Examples
Here is an example of how to train, validate and post-process the model on a tiny dataset of images, texts, or audios. See more details on dataset format.
SCROLL RIGHT FOR IMAGES > TEXTS > AUDIOS
Extra illustrations, explanations and tips for the code above.
Retrieval by trained model
Here is an inference time example (in other words, retrieval on test set). The code below works for both texts and images.
See example
from oml.datasets import ImageQueryGalleryDataset
from oml.inference import inference
from oml.models import ViTExtractor
from oml.registry import get_transforms_for_pretrained
from oml.utils import get_mock_images_dataset
from oml.retrieval import RetrievalResults, AdaptiveThresholding
_, df_test = get_mock_images_dataset(global_paths=True)
del df_test["label"] # we don't need gt labels for doing predictions
extractor = ViTExtractor.from_pretrained("vits16_dino").to("cpu")
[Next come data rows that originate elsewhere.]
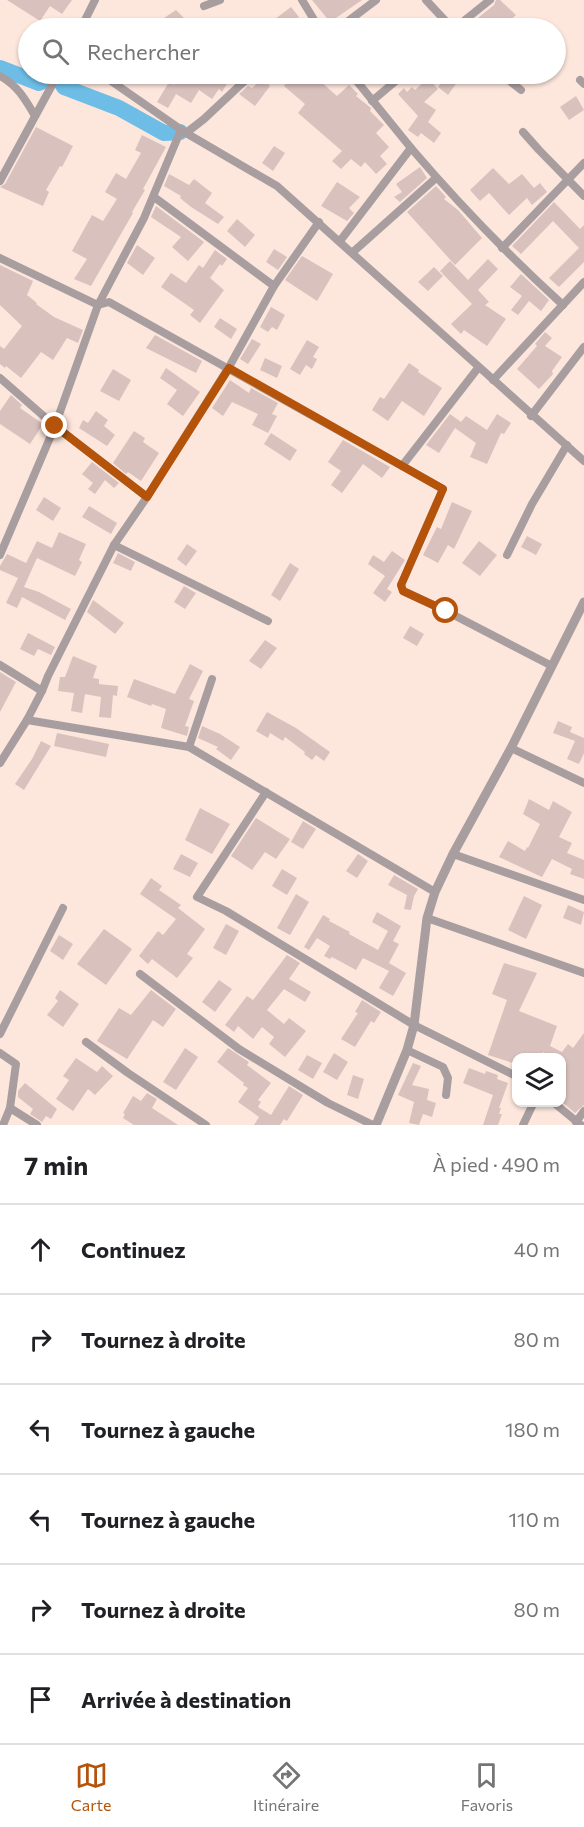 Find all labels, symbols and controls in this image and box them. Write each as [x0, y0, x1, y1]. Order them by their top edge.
search box [18, 18, 566, 84]
icon: search [39, 35, 72, 68]
text: Rechercher [87, 38, 200, 65]
route end [41, 412, 67, 438]
route start [432, 597, 458, 623]
map controls [512, 1053, 566, 1107]
button: layers [512, 1053, 566, 1107]
text: 7 min [24, 1149, 88, 1180]
text: À pied · 490 m [432, 1152, 560, 1176]
icon: ahead [24, 1233, 57, 1266]
text: Continuez [81, 1236, 186, 1263]
text: 40 m [514, 1237, 560, 1261]
icon: right [24, 1323, 57, 1356]
text: Tournez à droite [81, 1326, 246, 1353]
text: 80 m [514, 1327, 560, 1351]
icon: left [24, 1413, 57, 1446]
text: Tournez à gauche [81, 1416, 255, 1443]
text: 180 m [505, 1417, 560, 1441]
icon: left [24, 1503, 57, 1536]
text: Tournez à gauche [81, 1506, 255, 1533]
text: 110 m [509, 1507, 560, 1531]
icon: right [24, 1593, 57, 1626]
text: Tournez à droite [81, 1596, 246, 1623]
text: 80 m [514, 1597, 560, 1621]
icon: arrive [24, 1683, 57, 1716]
text: Arrivée à destination [81, 1686, 291, 1713]
tab: Carte [71, 1759, 111, 1814]
tab: Itinéraire [253, 1759, 319, 1814]
tab: Favoris [461, 1759, 513, 1814]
transform, _ = get_transforms_for_pretrained("vits16_dino")
dataset = ImageQueryGalleryDataset(df_test, transform=transform)
embeddings = inference(extractor, dataset, batch_size=4, num_workers=0)
rr = RetrievalResults.from_embeddings(embeddings, dataset, n_items=5)
rr = AdaptiveThresholding(n_std=3.5).process(rr)
rr.visualize(query_ids=[0, 1], dataset=dataset, show=True)
# you get the ids of retrieved items and the corresponding distances
print(rr)
Retrieval by trained model: streaming & txt2im
Here is an example where queries and galleries processed separately.
First, it may be useful for streaming retrieval, when a gallery (index) set is huge and fixed, but queries are coming in batches.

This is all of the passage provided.